Records for the exercise:
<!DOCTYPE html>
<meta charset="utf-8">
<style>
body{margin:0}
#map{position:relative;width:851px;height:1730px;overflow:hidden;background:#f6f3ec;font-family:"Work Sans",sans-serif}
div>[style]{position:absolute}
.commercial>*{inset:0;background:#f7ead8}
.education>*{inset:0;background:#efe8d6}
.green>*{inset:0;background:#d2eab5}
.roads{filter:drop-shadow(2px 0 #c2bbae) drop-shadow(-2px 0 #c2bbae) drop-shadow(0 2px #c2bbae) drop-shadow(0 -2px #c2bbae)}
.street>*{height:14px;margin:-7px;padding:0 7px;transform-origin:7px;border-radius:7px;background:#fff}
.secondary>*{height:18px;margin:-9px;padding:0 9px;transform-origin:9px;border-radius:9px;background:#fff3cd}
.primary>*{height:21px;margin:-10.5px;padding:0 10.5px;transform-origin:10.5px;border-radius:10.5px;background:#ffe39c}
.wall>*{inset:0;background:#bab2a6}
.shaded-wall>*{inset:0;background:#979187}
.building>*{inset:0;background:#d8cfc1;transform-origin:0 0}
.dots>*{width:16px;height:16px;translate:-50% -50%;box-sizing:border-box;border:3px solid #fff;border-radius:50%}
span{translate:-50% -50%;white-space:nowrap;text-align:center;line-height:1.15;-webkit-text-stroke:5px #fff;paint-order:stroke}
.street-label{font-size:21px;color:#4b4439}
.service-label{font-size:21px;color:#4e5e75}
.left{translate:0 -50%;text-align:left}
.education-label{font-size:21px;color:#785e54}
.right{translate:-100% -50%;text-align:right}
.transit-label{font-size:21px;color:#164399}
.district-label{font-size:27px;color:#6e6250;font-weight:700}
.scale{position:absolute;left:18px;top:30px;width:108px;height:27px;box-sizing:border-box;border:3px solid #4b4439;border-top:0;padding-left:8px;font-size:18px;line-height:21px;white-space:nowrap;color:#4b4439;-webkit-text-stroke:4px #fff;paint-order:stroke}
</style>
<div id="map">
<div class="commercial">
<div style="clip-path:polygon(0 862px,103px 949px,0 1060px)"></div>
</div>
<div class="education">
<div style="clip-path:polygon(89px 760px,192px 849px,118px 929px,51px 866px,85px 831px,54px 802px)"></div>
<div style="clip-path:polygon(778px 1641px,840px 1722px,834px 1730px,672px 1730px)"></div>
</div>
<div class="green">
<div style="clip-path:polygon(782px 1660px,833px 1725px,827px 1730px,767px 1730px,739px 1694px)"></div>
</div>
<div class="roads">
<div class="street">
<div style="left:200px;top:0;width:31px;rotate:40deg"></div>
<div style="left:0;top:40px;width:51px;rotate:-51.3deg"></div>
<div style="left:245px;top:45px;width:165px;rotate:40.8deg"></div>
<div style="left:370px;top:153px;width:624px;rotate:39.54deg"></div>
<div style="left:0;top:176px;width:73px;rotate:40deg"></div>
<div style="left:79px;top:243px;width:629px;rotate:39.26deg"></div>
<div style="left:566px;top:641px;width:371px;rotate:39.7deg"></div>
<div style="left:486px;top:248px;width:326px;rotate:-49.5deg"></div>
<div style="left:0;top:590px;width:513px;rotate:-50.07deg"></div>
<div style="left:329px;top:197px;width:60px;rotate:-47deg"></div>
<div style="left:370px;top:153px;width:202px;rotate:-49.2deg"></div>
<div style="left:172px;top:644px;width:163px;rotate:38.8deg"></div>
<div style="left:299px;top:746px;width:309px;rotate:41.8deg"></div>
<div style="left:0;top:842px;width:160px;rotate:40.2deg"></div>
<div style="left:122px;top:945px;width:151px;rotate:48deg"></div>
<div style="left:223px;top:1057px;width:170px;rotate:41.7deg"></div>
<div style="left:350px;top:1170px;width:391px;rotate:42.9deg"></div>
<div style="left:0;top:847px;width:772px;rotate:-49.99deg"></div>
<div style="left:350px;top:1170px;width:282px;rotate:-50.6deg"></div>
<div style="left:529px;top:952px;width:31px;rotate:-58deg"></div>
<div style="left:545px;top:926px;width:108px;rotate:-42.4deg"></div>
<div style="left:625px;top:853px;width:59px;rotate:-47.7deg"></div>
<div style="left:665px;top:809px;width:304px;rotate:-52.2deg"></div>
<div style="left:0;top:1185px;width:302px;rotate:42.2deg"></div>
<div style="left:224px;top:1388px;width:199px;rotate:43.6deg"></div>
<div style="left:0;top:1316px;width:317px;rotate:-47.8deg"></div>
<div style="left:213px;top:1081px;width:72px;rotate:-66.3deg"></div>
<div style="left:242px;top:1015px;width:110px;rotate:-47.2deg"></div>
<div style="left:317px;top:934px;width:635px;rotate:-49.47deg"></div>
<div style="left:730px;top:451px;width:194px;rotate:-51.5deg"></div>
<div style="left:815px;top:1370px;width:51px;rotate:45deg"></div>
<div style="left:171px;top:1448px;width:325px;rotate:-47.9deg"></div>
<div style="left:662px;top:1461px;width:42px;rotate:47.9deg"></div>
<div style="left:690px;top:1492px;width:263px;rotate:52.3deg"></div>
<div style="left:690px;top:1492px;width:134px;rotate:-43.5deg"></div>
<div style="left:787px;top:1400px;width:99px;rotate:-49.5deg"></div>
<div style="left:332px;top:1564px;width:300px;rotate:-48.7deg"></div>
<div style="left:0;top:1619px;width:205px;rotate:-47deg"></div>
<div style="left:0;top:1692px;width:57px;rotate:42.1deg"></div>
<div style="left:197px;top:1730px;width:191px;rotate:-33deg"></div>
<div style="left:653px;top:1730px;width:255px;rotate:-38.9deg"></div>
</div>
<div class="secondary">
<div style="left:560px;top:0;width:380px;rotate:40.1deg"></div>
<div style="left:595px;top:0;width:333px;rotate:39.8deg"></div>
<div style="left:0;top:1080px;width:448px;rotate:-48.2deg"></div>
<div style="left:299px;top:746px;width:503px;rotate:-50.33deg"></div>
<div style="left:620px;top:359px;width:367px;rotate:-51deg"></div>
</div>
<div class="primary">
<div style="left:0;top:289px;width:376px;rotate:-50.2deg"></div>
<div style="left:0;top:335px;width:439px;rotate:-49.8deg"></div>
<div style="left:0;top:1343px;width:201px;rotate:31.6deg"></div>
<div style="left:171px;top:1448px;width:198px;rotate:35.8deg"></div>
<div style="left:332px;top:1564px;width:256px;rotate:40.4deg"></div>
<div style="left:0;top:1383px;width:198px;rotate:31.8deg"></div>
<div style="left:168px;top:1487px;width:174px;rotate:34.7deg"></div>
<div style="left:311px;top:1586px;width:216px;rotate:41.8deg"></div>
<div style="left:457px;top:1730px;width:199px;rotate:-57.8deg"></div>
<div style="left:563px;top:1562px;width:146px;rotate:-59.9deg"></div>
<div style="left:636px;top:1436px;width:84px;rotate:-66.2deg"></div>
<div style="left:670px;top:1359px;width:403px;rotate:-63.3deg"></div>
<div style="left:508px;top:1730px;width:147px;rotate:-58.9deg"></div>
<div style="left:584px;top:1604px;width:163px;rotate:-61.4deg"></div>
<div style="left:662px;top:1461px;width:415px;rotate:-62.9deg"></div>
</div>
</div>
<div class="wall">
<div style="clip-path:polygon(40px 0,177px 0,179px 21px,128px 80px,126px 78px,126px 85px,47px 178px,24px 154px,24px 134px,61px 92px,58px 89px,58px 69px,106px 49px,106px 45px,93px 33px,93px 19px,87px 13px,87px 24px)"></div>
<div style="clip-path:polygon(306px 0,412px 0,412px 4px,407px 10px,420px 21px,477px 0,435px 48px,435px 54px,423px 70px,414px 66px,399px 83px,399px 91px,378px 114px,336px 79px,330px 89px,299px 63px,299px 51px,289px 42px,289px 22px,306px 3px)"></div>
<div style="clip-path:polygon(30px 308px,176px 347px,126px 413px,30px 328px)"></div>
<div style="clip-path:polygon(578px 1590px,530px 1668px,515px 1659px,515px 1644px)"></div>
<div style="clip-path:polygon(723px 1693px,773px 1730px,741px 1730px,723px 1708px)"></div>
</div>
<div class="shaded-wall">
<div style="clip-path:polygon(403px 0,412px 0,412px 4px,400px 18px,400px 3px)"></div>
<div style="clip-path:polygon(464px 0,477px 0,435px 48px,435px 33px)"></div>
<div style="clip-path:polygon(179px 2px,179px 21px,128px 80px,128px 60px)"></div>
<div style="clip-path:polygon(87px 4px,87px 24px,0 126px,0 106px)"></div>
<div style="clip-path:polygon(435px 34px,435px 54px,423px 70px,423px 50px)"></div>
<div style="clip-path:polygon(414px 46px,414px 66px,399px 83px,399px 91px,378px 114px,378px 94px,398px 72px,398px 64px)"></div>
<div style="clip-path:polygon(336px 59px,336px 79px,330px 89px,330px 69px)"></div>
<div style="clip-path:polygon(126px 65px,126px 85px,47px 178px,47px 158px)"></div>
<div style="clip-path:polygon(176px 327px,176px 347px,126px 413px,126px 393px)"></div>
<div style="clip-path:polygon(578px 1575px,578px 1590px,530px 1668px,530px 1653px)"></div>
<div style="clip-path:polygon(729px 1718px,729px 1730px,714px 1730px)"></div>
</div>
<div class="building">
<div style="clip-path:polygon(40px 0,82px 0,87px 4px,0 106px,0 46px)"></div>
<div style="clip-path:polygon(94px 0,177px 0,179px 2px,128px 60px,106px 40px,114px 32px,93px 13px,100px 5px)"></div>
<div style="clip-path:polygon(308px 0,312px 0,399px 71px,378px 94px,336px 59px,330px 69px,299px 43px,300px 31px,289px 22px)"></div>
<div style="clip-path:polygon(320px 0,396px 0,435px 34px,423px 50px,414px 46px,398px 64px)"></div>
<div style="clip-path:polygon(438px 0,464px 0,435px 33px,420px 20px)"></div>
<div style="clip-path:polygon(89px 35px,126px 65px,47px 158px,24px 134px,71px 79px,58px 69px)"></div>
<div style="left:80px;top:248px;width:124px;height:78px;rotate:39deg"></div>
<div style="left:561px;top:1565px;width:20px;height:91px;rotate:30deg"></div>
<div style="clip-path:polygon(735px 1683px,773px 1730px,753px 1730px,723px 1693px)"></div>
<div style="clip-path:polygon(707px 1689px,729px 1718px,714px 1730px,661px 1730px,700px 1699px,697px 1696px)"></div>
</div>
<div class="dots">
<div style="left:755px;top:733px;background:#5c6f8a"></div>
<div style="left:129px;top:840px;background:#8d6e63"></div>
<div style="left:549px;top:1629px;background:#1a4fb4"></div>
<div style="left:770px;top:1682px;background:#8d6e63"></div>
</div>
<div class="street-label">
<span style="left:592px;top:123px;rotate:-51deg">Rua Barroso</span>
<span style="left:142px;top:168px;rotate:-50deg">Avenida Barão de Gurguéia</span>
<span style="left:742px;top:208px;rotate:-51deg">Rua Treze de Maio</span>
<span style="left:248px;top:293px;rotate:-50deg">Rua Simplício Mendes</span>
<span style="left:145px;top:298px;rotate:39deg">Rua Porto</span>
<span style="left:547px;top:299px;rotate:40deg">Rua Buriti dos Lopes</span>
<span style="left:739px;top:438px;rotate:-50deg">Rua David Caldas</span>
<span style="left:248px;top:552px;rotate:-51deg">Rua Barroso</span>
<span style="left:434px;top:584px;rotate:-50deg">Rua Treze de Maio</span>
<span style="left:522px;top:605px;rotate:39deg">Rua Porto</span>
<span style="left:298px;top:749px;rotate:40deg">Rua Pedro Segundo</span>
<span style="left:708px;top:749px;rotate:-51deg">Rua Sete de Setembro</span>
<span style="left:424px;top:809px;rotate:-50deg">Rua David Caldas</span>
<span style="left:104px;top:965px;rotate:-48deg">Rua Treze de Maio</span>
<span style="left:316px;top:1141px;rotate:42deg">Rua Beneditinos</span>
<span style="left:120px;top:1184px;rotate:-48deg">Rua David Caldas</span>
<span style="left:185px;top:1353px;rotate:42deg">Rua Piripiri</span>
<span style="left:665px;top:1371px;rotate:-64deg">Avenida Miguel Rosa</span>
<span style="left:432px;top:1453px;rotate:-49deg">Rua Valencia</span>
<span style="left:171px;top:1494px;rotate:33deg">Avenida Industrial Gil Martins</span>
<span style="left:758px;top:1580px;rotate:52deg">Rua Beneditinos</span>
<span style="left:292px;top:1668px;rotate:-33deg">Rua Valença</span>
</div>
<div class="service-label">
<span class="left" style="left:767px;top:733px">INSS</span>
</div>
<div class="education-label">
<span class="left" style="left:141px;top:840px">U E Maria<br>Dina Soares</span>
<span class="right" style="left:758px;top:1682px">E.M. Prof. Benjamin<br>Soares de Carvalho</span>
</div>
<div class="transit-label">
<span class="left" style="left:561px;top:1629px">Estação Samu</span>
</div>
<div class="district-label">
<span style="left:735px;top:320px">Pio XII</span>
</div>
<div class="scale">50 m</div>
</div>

* * *

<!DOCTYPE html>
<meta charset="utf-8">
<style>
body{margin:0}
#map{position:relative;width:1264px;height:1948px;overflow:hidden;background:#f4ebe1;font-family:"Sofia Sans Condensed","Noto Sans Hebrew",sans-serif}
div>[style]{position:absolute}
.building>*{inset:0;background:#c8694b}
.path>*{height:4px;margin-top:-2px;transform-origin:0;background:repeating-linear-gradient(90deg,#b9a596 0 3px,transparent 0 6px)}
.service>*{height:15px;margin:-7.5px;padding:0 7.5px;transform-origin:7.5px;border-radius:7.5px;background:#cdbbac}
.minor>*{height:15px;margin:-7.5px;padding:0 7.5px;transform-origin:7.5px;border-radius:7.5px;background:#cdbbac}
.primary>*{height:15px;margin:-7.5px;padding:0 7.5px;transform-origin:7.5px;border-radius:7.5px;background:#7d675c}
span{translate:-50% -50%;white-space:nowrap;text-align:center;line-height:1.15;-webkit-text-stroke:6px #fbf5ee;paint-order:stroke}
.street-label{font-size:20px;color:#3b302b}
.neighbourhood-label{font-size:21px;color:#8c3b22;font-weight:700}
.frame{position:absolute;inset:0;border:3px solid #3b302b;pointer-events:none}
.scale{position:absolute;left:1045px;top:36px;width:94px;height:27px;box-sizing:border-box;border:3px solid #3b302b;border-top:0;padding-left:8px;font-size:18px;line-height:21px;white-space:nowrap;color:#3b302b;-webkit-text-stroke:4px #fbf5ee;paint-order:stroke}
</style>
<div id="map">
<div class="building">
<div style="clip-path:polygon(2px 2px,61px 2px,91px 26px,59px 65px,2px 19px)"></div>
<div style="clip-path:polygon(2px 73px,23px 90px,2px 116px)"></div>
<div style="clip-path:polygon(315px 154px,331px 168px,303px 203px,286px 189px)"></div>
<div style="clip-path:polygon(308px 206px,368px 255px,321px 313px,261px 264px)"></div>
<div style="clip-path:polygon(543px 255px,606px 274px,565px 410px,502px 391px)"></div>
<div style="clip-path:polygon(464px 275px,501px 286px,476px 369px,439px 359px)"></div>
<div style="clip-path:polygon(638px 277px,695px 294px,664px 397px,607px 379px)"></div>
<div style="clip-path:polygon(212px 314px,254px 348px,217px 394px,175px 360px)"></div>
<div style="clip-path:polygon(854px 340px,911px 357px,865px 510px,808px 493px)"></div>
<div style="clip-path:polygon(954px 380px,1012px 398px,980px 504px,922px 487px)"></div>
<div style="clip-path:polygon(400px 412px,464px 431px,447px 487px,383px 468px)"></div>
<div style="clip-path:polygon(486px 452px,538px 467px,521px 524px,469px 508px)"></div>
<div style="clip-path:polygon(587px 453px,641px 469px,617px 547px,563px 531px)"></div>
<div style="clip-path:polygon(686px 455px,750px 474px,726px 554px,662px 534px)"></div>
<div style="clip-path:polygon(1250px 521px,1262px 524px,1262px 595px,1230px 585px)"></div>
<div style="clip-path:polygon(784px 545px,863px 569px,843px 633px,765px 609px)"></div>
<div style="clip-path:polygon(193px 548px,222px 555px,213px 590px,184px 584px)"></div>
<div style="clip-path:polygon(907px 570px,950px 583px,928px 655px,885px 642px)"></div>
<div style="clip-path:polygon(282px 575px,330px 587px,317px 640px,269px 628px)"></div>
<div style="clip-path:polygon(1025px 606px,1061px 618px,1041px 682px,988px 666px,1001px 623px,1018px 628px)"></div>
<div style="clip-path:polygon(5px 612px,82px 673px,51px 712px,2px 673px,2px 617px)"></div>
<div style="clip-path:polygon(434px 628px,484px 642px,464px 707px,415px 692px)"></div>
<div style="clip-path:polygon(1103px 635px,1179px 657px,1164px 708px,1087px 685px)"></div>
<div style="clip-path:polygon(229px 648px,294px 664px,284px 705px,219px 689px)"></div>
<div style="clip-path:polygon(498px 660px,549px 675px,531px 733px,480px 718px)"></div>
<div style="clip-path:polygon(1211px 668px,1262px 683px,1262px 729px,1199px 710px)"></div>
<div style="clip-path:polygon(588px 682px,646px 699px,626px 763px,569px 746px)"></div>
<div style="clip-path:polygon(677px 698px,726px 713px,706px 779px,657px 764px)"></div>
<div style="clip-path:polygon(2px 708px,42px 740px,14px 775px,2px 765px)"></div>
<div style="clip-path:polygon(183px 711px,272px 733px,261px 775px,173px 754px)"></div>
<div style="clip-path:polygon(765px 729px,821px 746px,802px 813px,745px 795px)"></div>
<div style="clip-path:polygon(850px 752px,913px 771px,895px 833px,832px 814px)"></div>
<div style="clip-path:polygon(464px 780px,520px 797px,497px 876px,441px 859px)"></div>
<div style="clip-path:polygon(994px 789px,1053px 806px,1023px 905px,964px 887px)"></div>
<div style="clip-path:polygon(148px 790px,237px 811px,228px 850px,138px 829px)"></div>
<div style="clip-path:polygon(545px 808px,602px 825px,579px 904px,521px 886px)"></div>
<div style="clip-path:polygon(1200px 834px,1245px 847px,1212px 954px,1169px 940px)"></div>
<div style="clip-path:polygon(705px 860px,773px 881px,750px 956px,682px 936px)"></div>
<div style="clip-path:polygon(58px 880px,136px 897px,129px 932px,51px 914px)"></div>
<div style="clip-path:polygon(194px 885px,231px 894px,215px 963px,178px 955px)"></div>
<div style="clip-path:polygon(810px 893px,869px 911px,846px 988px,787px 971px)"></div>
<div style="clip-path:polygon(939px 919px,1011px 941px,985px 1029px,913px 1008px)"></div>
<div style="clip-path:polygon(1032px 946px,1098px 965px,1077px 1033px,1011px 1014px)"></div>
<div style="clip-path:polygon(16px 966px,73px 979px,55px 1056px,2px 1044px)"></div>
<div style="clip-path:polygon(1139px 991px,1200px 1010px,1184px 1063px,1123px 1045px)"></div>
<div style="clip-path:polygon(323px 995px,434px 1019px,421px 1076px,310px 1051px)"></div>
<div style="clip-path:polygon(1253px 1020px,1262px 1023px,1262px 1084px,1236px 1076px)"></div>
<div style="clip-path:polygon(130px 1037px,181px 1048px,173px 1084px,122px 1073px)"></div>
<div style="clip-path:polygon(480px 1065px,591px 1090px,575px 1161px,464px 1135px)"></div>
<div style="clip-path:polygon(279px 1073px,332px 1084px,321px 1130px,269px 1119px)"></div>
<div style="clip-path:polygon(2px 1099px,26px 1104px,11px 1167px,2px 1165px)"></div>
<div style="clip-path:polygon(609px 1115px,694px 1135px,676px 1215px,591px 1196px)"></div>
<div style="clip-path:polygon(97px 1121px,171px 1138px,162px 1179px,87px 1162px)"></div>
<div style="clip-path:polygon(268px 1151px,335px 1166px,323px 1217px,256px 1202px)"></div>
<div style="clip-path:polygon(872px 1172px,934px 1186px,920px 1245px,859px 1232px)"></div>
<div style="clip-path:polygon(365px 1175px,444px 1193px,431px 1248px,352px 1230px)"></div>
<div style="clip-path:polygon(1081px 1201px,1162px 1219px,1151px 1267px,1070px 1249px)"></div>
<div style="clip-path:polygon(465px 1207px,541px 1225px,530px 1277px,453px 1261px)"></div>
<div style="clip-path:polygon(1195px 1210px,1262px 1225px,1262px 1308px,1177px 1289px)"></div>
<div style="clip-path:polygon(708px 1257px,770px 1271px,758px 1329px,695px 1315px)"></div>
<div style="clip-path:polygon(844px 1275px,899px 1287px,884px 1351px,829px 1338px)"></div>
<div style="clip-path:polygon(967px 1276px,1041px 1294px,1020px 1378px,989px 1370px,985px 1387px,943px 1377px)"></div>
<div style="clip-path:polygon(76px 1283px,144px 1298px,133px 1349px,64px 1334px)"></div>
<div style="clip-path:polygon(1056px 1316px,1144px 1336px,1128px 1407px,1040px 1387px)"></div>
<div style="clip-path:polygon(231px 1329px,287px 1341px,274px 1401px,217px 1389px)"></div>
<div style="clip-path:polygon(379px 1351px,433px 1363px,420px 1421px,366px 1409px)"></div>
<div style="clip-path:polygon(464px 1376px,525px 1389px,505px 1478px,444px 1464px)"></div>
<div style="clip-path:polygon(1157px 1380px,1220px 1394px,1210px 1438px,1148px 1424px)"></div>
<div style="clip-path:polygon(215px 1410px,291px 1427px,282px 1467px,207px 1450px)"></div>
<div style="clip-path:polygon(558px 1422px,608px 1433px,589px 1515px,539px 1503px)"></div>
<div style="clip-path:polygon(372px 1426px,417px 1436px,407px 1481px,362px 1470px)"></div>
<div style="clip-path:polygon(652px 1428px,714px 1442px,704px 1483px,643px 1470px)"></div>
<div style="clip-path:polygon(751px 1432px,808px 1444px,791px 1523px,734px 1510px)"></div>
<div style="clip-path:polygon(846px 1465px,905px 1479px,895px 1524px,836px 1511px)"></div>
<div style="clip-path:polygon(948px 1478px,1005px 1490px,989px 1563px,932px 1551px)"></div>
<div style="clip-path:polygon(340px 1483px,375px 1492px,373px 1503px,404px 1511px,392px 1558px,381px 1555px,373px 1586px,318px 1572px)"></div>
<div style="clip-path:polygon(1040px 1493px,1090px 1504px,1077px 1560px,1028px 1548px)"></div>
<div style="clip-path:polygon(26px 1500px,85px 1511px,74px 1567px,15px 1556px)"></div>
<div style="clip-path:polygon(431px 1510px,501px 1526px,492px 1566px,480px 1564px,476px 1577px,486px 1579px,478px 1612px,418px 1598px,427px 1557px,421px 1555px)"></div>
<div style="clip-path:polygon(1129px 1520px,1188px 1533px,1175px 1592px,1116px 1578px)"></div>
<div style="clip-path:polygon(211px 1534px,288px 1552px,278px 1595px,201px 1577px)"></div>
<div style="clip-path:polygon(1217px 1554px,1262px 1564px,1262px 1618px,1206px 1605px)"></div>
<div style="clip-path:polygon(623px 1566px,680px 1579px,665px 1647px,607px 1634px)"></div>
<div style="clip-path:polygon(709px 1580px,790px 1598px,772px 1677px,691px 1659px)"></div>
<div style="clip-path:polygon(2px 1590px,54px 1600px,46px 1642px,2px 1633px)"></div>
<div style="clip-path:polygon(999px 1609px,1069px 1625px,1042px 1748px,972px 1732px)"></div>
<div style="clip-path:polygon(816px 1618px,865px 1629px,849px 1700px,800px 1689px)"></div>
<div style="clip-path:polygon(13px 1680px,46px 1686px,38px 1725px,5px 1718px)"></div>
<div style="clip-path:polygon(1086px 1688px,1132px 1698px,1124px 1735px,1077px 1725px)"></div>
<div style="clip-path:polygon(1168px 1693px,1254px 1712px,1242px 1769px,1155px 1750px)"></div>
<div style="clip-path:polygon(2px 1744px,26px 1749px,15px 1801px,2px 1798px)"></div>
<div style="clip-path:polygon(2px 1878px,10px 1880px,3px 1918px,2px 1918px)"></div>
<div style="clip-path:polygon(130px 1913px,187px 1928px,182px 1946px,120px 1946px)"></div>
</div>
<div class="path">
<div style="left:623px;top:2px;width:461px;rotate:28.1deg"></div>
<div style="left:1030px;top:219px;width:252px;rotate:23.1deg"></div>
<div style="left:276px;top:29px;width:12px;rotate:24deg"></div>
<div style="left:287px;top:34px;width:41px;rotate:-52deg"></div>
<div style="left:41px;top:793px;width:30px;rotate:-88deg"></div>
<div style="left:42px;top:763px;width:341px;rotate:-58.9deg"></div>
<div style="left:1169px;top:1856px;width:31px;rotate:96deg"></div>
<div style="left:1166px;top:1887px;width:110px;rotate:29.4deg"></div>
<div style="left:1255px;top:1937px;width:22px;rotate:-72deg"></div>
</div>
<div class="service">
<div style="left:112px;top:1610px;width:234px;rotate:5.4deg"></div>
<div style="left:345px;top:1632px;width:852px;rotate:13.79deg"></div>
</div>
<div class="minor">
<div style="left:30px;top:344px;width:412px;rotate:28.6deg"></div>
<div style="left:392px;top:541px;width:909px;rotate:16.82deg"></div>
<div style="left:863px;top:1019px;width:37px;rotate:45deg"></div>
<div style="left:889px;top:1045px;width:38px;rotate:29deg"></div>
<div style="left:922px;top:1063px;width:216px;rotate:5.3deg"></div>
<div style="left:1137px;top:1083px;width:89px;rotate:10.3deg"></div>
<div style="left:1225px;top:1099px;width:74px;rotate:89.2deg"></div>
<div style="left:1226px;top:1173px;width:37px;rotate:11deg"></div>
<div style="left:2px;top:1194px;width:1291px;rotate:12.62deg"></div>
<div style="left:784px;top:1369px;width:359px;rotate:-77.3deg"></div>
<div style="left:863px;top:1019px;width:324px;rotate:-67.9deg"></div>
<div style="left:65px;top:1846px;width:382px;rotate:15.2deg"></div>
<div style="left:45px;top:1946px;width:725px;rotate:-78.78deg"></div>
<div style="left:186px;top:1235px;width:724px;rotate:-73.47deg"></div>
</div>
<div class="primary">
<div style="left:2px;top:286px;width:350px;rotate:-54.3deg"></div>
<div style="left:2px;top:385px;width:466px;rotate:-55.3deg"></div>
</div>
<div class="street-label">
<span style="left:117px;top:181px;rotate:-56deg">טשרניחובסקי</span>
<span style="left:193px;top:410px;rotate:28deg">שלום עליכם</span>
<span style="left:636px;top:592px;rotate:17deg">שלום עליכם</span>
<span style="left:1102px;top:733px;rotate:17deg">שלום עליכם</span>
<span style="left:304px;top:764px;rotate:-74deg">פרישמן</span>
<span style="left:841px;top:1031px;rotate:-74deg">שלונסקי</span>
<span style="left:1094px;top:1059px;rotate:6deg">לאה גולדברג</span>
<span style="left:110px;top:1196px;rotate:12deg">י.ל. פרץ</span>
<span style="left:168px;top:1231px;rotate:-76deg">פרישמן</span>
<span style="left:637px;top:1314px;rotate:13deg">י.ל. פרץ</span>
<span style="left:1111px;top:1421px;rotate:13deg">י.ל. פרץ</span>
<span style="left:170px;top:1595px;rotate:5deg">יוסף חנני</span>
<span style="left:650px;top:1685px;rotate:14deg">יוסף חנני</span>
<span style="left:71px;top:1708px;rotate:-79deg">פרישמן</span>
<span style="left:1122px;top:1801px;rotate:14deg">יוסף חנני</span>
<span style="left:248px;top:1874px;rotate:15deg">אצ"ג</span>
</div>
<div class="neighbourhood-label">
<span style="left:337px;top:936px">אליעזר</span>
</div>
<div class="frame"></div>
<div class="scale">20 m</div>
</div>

What you need to do:
In the records above, find each line with the string "sans" and list it.

Answer to the problem:
#map{position:relative;width:851px;height:1730px;overflow:hidden;background:#f6f3ec;font-family:"Work Sans",sans-serif}
#map{position:relative;width:1264px;height:1948px;overflow:hidden;background:#f4ebe1;font-family:"Sofia Sans Condensed","Noto Sans Hebrew",sans-serif}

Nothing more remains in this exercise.